As I took the bows in the cavernous John Knox Pavillion last night, I metaphorically brought the curtains down on the first part of my 2016 tour.  From here I fly to the East coast, where I will remain almost to the end of the trip.  I have a gap of three days over the Thanksgiving celebrations before I perform again, and that gives me a chance to take stock (and to learn my new line properly!)

I have my alarm set early, so that I can pack my two cases, and that is quite a challenge this morning, as I am once again worried about weight.  I travel with a stock of business cards advertising this blog site, and Byers’ Choice have just sent me a new boxful to replenish my dwindling stocks.  My case was already perilously close to the weight limit and the new additions will definitely send me over the top.  I cram as much as I can into my little roller carry-on as I can, which I am sure will end up being checked at the gate anyway, for this is the busiest flying day of the year and overhead bin space will be quickly filled.

When everything is stashed away I weigh the large case in my hand, and make an estimate – it is going to be close I fear: I may have to ditch a few things at the airport.

Next there is time for a quick breakfast, and while I am downstairs I have to make arrangements to have an item that I left in Omaha, (and which was being sent here to Kansas City, but hasn’t arrived yet), to be shipped on to my next hotel in Massachusetts.  I leave the address, my credit card details to pay for the FedEx charges, my email and phone number and hope that this time things will work successfully.

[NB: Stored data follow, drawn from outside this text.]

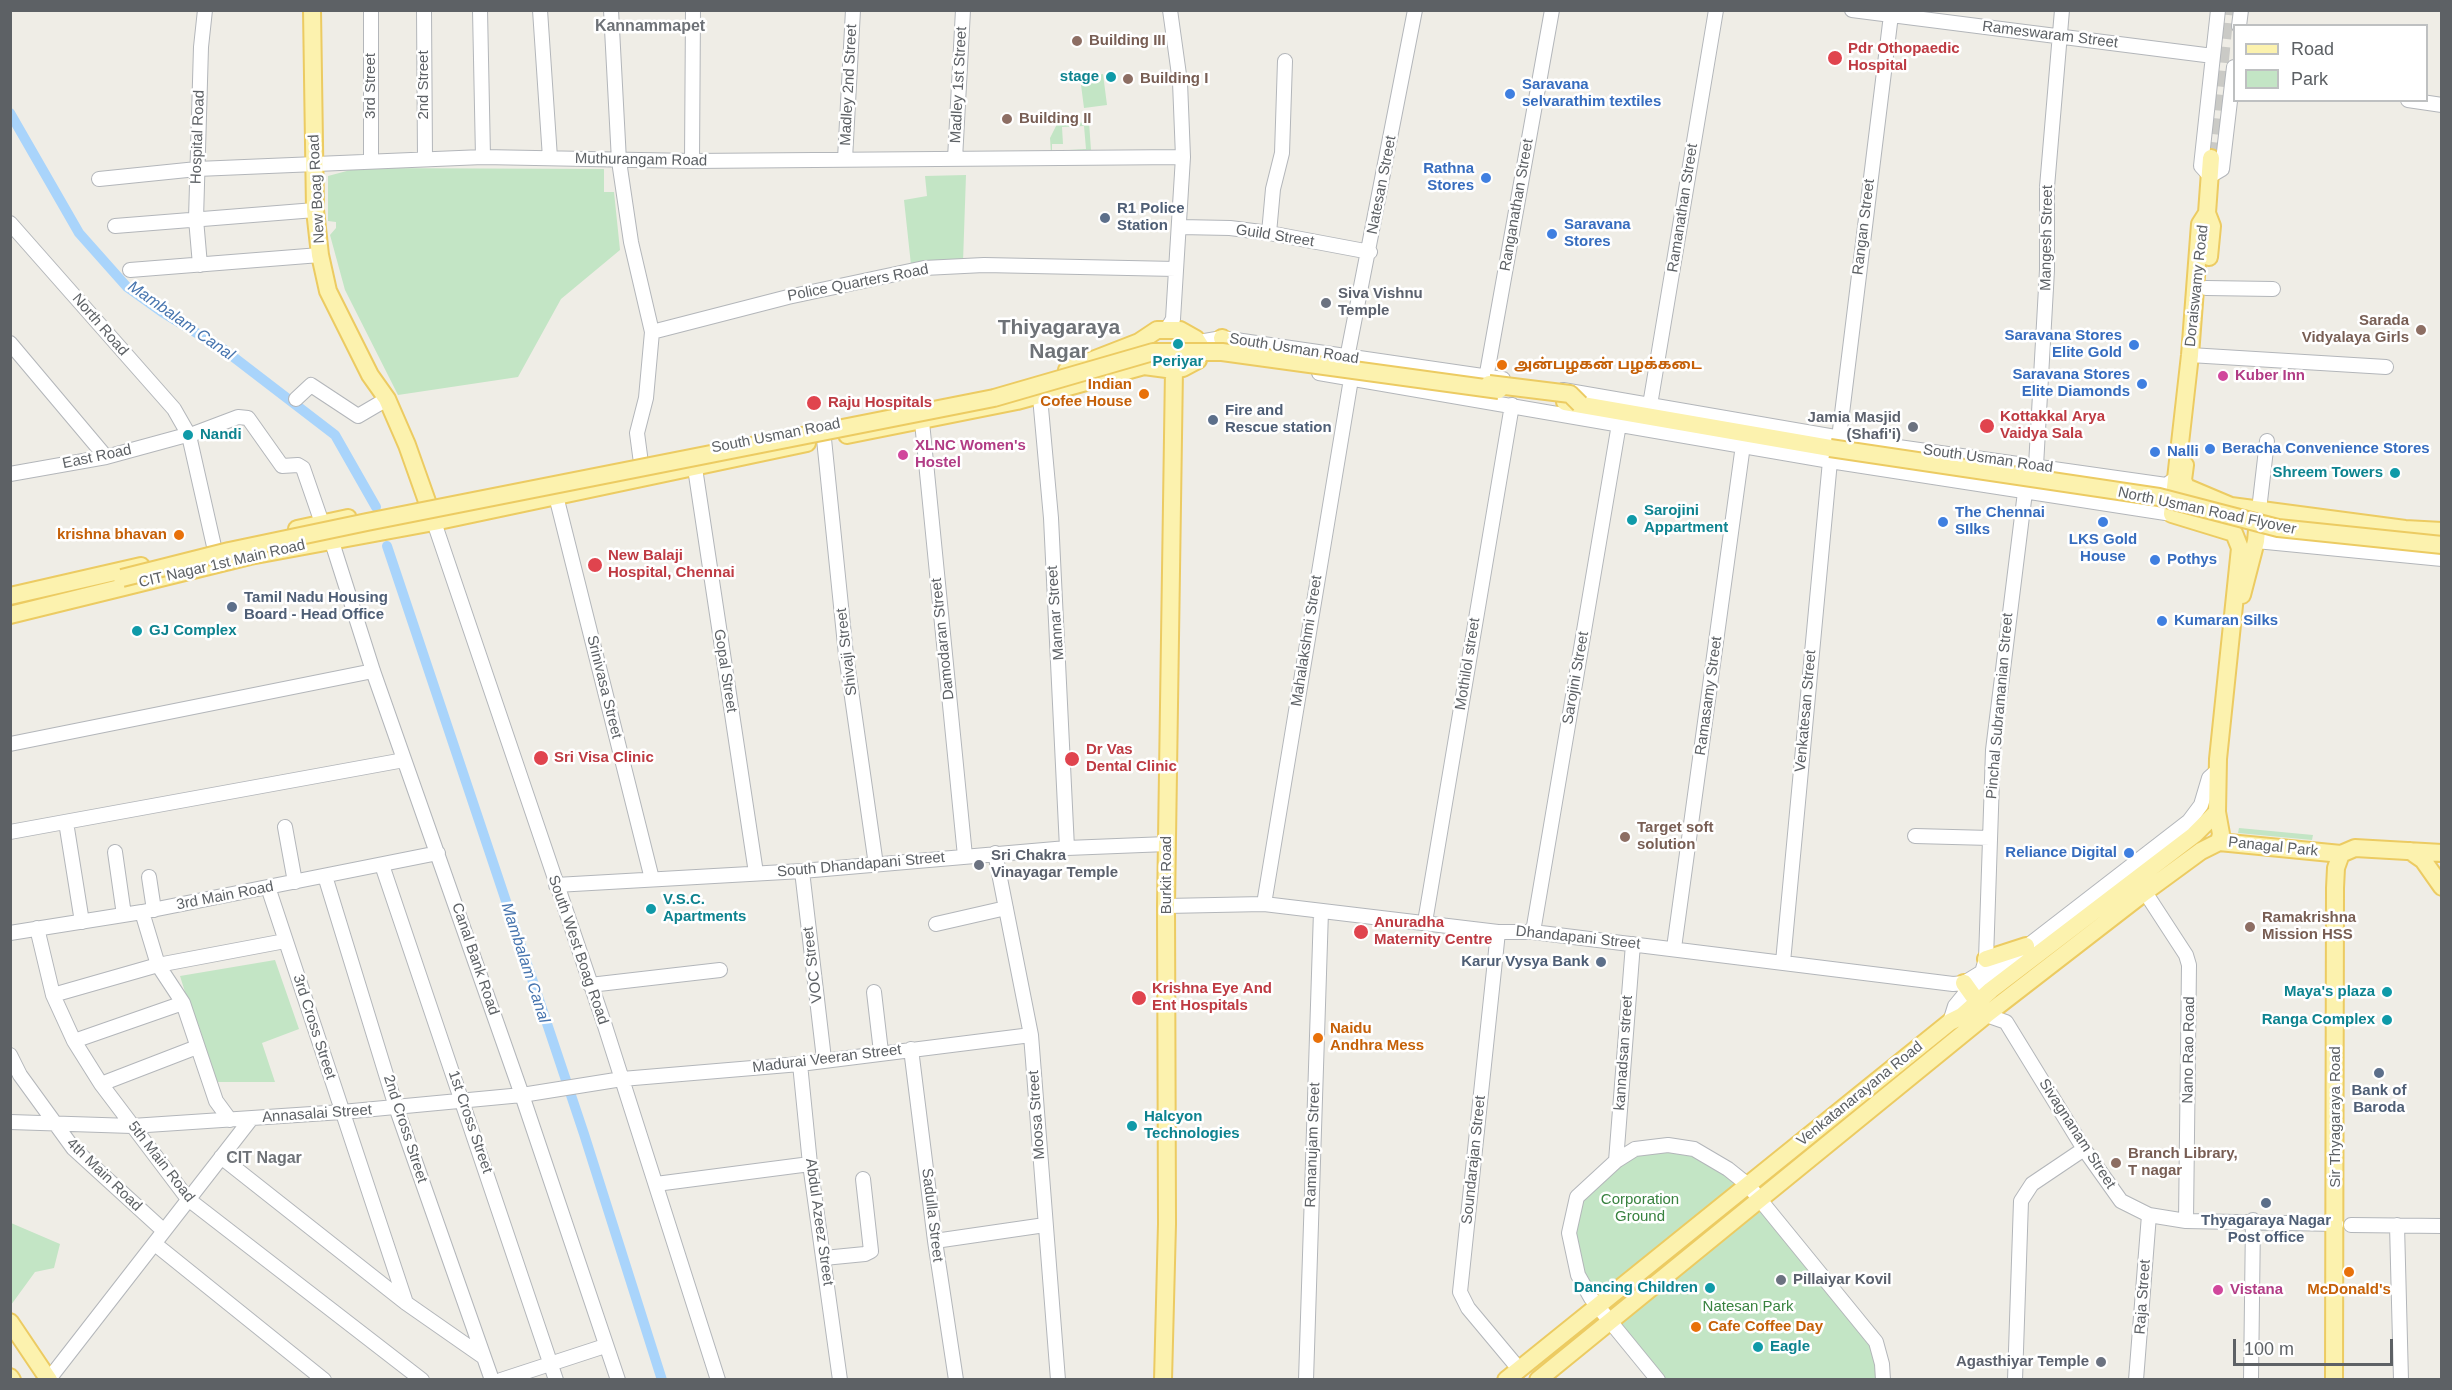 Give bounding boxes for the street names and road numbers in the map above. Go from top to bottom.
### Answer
street label: Rameswaram Street [1981,18,2119,52]
street label: Madley 2nd Street [837,24,861,146]
street label: Madley 1st Street [947,26,971,144]
street label: 2nd Street [415,50,433,120]
street label: 3rd Street [362,53,380,119]
street label: Hospital Road [187,90,209,184]
street label: New Boag Road [305,134,329,244]
street label: Natesan Street [1364,134,1400,236]
street label: Ranganathan Street [1496,137,1538,273]
street label: Ramanathan Street [1664,142,1702,274]
street label: Muthurangam Road [575,150,707,170]
street label: Rangan Street [1849,178,1879,276]
street label: Mangesh Street [2037,185,2057,291]
street label: Guild Street [1234,221,1316,251]
street label: Doraiswamy Road [2182,224,2212,348]
street label: Police Quarters Road [786,260,930,306]
street label: North Road [68,290,132,360]
street label: South Usman Road [1228,330,1360,368]
street label: South Usman Road [710,415,842,457]
street label: East Road [61,441,133,473]
street label: South Usman Road [1922,441,2054,477]
street label: North Usman Road Flyover [2116,483,2298,539]
street label: CIT Nagar 1st Main Road [137,536,307,592]
street label: Mannar Street [1044,565,1068,661]
street label: Mahalakshmi Street [1288,574,1326,708]
street label: Damodaran Street [928,577,958,701]
street label: Shivaji Street [833,607,861,697]
street label: Pinchal Subramanian Street [1983,612,2017,800]
street label: Mothilol street [1452,616,1484,712]
street label: Gopal Street [710,628,740,714]
street label: Sarojini Street [1559,630,1593,726]
street label: Srinivasa Street [582,633,626,741]
street label: Ramasamy Street [1692,635,1726,757]
street label: Venkatesan Street [1792,649,1820,773]
street label: Panagal Park [2227,833,2319,861]
street label: Burkit Road [1158,836,1176,914]
street label: South Dhandapani Street [776,849,946,881]
street label: South West Boag Road [544,873,612,1027]
street label: 3rd Main Road [175,878,275,914]
street label: Canal Bank Road [447,900,503,1018]
street label: Dhandapani Street [1515,923,1641,953]
street label: VOC Street [799,926,827,1004]
street label: 3rd Cross Street [289,972,339,1082]
street label: kannadsan street [1611,995,1637,1111]
street label: Nano Rao Road [2179,996,2199,1104]
street label: Venkatanarayana Road [1793,1038,1927,1150]
street label: Madurai Veeran Street [751,1041,903,1077]
street label: Sir Thyagaraya Road [2327,1046,2345,1188]
street label: 1st Cross Street [444,1068,496,1176]
street label: Moosa Street [1025,1070,1049,1160]
street label: 2nd Cross Street [379,1073,431,1185]
street label: Sivagnanam Street [2035,1076,2119,1192]
street label: Ramanujam Street [1302,1082,1324,1208]
street label: Soundarajan Street [1458,1095,1490,1225]
street label: Annasalai Street [261,1101,373,1127]
street label: 5th Main Road [124,1118,198,1206]
street label: 4th Main Road [63,1135,145,1215]
street label: Abdul Azeez Street [801,1157,837,1287]
street label: Sadulla Street [917,1167,947,1263]
street label: Raja Street [2131,1259,2155,1335] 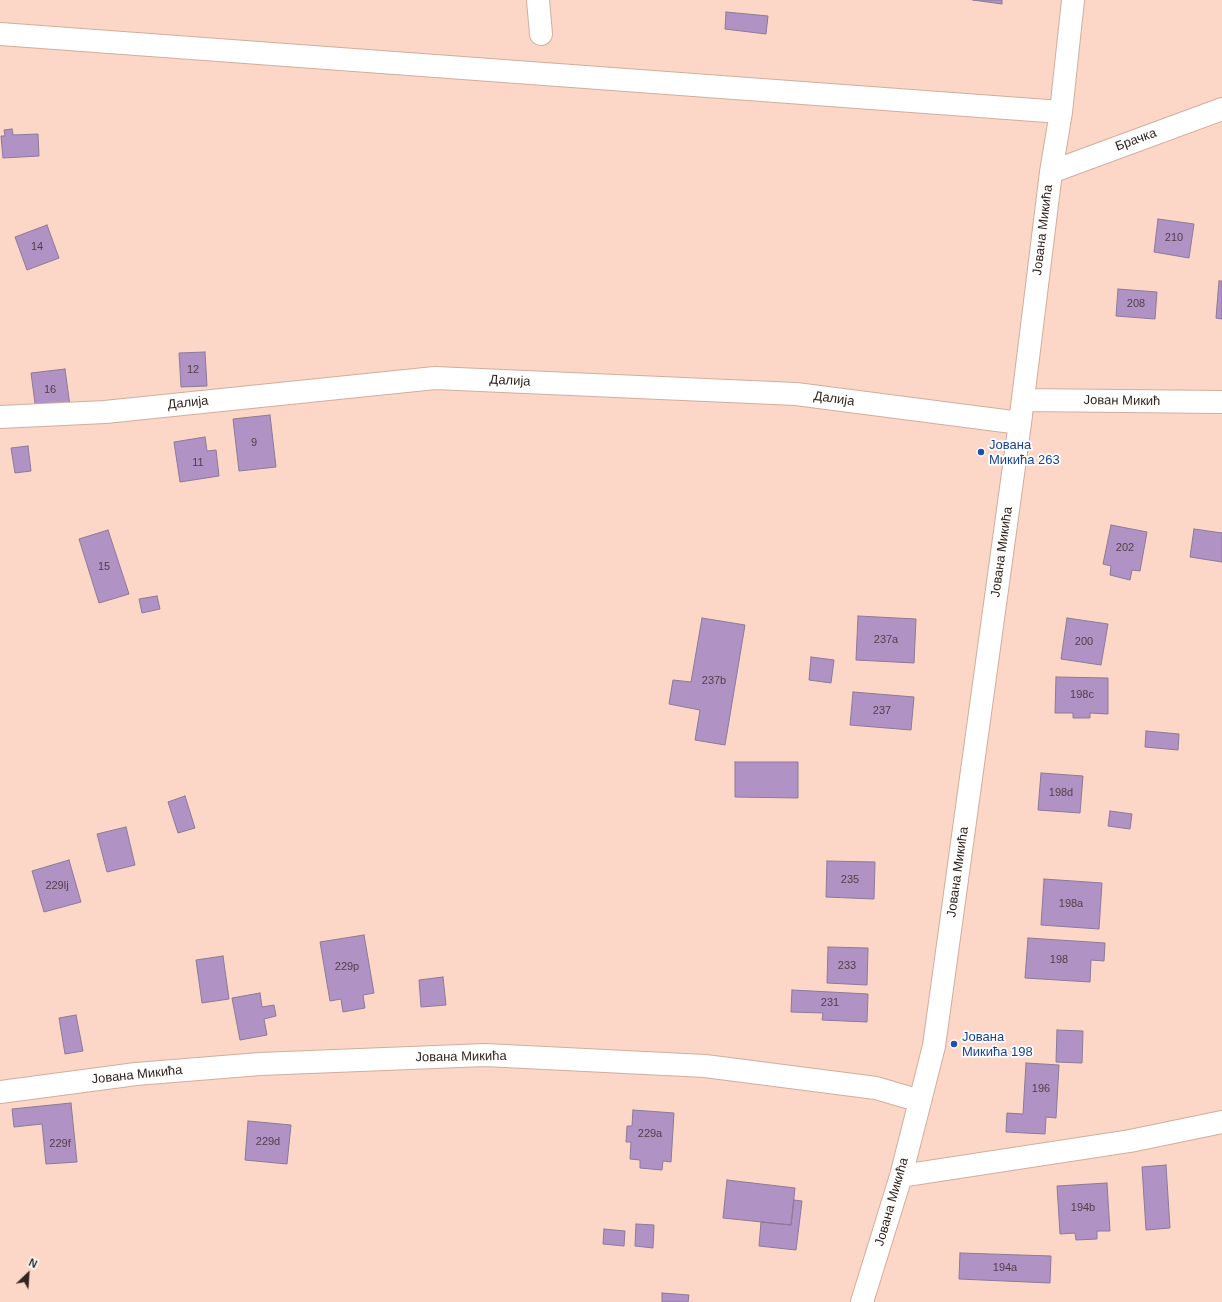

I have left plenty of time for my journey this morning and even though my flight isn’t until 10, I leave the hotel at 7.  Actually, the traffic is lighter than I had expected and it only takes 20 minutes to reach the Kansas City International Airport.  I drop my Camry off and get the shuttle bus into the terminal, where the security lines are busy, but not gridlocked. 

There is a set of scales available to passengers to check the weight of their bags, and mine comes in at 50 lbs exactly!

I queue up for security and divest myself of various items of clothing, as directed, before re-vesting myself once I am cleared to fly.   There is still plenty of time, so I am able to settle down and relax for an hour or so.

Sure enough before boarding commences the agent makes an announcement:  ‘Ladies and gentlemen, this is a full flight today, so we are looking for volunteers to check  roller bags to their final destination’.  I dutifully take my very full, and very heavy, little bag to the counter, and as I wait to be dealt with another guy says ‘this is a great way of getting a second bag checked for free, I was counting on that!’  As am I – it is called playing the system.

The ground crew get the full flight boarded and away on time, which is impressive, and soon we are bursting through the low cloud and into the sunlight above.  I am sat next to a young soldier, who has his camouflaged kitbag on his lap.  For most of the trip he listens to music, as I listen to Thunderball, but as we start to make out final approach into Atlanta he begins to talk – about eggs (specifically hard-boiled ones).

‘Oh, man, I could do with a boiled egg now.  I love boiled eggs, can’t eat enough.  I love ‘em just soft, don’t like ‘em hard in the middle, oh no, just soft.  I like scrambled too, but man, boiled are the best!  I can’t wait till they’re cold, am too impatient.  Man, I burn my tongue on that yolk.  Folks on this flight could do with eating eggs, so healthy.’  He continues to evangelise about boiled eggs all the way to the gate.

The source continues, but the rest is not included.